(Task objective): Check each line of the listing below for the string "rows", and copy the ones that have it.
::: Dataset :::
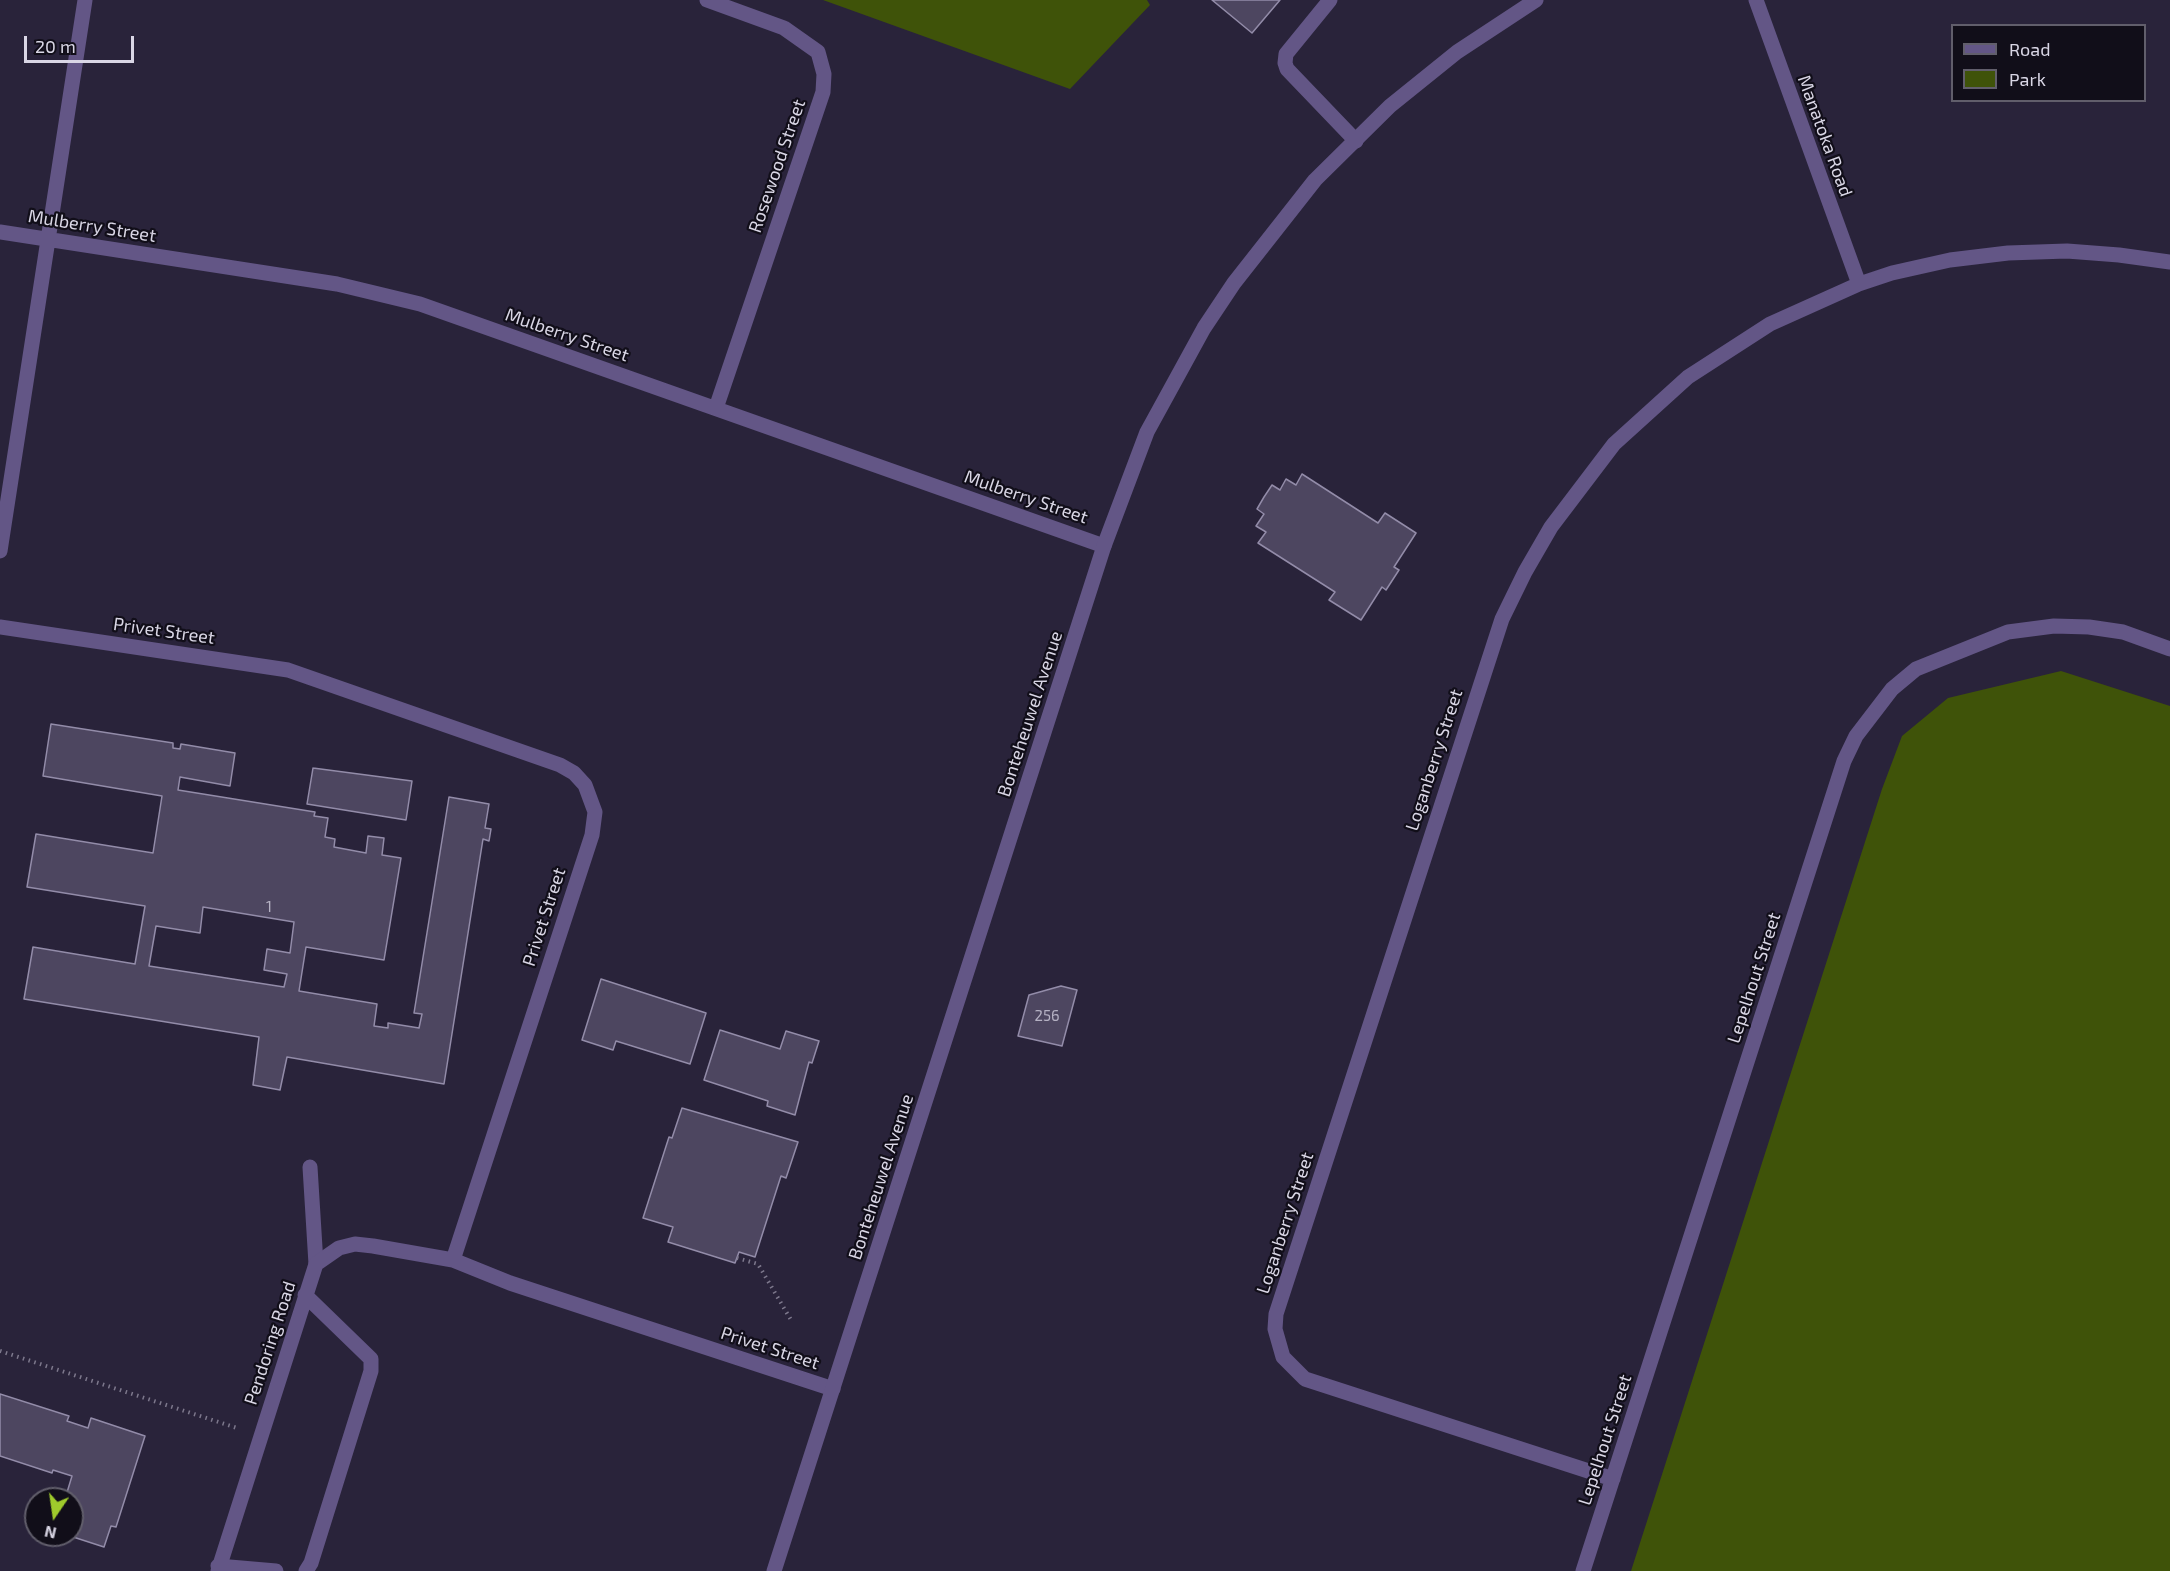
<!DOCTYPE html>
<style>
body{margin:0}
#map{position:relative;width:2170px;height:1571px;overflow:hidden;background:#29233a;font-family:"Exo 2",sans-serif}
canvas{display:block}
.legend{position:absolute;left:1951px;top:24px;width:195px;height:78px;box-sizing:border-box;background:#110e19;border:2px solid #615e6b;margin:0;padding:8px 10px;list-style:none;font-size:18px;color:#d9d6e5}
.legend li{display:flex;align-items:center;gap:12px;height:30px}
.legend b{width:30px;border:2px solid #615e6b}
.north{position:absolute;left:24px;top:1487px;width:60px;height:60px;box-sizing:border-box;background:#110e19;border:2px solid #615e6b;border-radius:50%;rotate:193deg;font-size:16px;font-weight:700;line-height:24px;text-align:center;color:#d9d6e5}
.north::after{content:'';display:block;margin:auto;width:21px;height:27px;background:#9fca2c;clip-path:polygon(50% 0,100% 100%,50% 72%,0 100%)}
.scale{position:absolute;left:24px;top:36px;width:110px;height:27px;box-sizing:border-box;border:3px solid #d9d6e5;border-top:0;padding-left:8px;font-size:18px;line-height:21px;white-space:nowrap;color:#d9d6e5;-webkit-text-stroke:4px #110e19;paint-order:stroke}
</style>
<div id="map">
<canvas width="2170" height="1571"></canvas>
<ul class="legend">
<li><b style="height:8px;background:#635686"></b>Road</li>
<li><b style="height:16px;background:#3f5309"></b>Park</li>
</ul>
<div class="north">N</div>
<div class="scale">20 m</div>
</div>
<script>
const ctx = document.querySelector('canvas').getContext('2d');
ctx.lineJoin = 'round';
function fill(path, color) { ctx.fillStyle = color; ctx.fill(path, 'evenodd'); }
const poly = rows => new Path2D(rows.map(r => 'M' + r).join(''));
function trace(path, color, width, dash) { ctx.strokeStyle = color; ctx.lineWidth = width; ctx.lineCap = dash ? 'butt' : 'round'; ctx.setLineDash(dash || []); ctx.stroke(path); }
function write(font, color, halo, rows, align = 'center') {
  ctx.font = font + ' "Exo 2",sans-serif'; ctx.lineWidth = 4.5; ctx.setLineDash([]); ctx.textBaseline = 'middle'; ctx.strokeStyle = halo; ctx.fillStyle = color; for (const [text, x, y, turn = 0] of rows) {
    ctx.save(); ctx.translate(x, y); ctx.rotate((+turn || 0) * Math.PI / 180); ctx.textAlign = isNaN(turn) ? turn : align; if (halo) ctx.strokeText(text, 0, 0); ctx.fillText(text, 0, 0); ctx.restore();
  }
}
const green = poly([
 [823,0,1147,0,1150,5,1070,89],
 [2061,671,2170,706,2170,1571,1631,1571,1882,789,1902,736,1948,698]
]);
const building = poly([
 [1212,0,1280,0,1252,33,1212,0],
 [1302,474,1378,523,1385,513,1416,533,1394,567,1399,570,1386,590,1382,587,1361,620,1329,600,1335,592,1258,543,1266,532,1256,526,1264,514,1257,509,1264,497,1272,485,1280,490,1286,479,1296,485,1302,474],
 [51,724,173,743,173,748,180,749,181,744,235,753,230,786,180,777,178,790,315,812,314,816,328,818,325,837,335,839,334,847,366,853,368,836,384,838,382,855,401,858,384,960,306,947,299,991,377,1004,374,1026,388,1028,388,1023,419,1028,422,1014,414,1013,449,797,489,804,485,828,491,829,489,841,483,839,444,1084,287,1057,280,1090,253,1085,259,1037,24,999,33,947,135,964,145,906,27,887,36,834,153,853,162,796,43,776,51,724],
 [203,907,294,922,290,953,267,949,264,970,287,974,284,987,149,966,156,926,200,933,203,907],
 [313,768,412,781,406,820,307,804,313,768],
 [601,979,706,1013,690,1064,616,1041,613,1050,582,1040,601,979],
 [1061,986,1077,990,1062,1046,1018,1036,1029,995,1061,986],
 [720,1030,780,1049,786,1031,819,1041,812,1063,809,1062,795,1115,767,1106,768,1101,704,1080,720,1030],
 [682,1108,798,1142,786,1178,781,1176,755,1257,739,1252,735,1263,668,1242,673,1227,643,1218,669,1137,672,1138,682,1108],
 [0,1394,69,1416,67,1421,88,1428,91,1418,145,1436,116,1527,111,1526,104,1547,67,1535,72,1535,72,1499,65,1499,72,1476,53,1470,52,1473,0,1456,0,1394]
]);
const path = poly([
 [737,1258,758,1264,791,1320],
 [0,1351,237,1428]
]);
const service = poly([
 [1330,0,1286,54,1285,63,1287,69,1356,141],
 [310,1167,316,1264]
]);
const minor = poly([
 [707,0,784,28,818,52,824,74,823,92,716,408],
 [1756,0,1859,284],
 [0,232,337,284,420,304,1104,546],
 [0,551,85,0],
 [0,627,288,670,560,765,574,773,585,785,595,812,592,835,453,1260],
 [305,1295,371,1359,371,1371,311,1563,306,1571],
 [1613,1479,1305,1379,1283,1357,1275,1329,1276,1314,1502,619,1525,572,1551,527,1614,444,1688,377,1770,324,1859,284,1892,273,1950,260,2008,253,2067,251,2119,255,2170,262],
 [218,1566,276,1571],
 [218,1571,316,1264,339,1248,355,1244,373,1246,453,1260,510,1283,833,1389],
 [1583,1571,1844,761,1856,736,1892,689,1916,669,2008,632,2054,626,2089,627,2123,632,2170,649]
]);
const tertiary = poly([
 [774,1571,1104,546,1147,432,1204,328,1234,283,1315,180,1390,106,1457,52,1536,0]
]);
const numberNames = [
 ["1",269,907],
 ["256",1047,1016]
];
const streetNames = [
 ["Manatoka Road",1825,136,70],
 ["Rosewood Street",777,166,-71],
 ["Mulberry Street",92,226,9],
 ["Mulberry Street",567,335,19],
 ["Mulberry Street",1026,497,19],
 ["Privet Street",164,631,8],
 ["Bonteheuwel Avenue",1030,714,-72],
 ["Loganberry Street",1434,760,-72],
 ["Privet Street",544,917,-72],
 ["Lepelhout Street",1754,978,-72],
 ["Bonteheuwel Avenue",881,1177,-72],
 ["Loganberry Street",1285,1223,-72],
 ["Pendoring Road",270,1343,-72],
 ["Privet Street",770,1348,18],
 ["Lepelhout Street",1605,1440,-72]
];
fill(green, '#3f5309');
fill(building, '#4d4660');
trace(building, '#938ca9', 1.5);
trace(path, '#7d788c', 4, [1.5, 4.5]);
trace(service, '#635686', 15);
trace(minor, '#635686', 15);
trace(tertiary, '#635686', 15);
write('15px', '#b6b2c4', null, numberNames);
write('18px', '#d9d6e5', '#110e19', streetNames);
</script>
:::
(Exercise output):
const poly = rows => new Path2D(rows.map(r => 'M' + r).join(''));
function write(font, color, halo, rows, align = 'center') {
  ctx.font = font + ' "Exo 2",sans-serif'; ctx.lineWidth = 4.5; ctx.setLineDash([]); ctx.textBaseline = 'middle'; ctx.strokeStyle = halo; ctx.fillStyle = color; for (const [text, x, y, turn = 0] of rows) {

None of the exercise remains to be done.